It is discouraging that more than three years after completion of the Davis Pond Freshwater Diversion Project opened in St. Charles Parish, it is operating at a maximum of only three percent of its intended capacity.
The $80 million project planned to help save our wetlands can pump only 400 cubic feet per second from the Mississippi River into the wetlands. It was supposed to have the capacity to pump 10,200 cubic feet per second.
At the present rate, it is having a trickling effect in providing the fresh water our coast needs while the Gulf of Mexico is pouring tons of salt water into our protective marshes to kill vegetation. As that vegetation dies, we are losing some 50 square miles of coast every year - - 250 square miles last year because of Hurricane Katrina. At that rate, the coast of Louisiana will soon be gone and so will the country’s biggest commercial fish estuary and our main safeguard against hurricane surges.
The problem is the rock wier that separates Lake Cataouatchie from the ponding area for the project. Water is not getting through it fast enough. And if any more water is allowed to flow into the ponding area from the Mississippi River, it overflows the side levees that protect populated areas. More money will be needed to correct it, the Corps says. And more time.

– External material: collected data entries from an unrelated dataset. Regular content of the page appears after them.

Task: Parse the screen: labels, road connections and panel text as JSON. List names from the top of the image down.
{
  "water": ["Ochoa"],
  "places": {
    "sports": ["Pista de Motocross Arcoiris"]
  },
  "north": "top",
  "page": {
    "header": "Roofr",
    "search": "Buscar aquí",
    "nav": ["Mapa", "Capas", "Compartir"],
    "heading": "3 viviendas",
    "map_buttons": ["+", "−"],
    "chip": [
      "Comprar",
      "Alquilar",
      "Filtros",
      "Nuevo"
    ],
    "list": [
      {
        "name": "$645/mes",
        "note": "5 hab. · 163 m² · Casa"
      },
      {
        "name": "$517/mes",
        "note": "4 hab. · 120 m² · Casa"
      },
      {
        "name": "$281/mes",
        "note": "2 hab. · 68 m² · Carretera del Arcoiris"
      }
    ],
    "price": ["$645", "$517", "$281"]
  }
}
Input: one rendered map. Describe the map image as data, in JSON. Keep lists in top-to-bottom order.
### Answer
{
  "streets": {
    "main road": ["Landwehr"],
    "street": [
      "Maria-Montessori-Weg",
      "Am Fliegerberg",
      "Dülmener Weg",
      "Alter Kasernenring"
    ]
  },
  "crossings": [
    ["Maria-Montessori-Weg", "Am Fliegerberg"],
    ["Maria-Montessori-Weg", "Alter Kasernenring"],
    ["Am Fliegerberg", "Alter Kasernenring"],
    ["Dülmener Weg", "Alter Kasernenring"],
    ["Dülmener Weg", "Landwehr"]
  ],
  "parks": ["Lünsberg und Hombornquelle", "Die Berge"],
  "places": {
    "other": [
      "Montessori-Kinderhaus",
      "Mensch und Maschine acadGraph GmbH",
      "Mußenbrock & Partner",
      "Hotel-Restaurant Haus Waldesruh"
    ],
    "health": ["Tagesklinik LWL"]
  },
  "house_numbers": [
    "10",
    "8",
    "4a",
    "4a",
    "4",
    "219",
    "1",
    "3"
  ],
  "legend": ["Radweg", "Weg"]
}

Davis Pond is the largest project so far in our efforts to save the coast. More diversions of fresh water and river sediment are needed in addition to the building up of barrier islands to do the job.
The recent passage of a bill by Congress to provide some additional offshore royalties to Louisiana and other coastal states in the future could make a difference in getting the money needed for the projects. Meanwhile, we have to get the most benefit out of the projects we have. And that includes Davis Pond.
We have been trying to restore our coast for some 40 or 50 years and we’re not half done. We don’t have that much time left.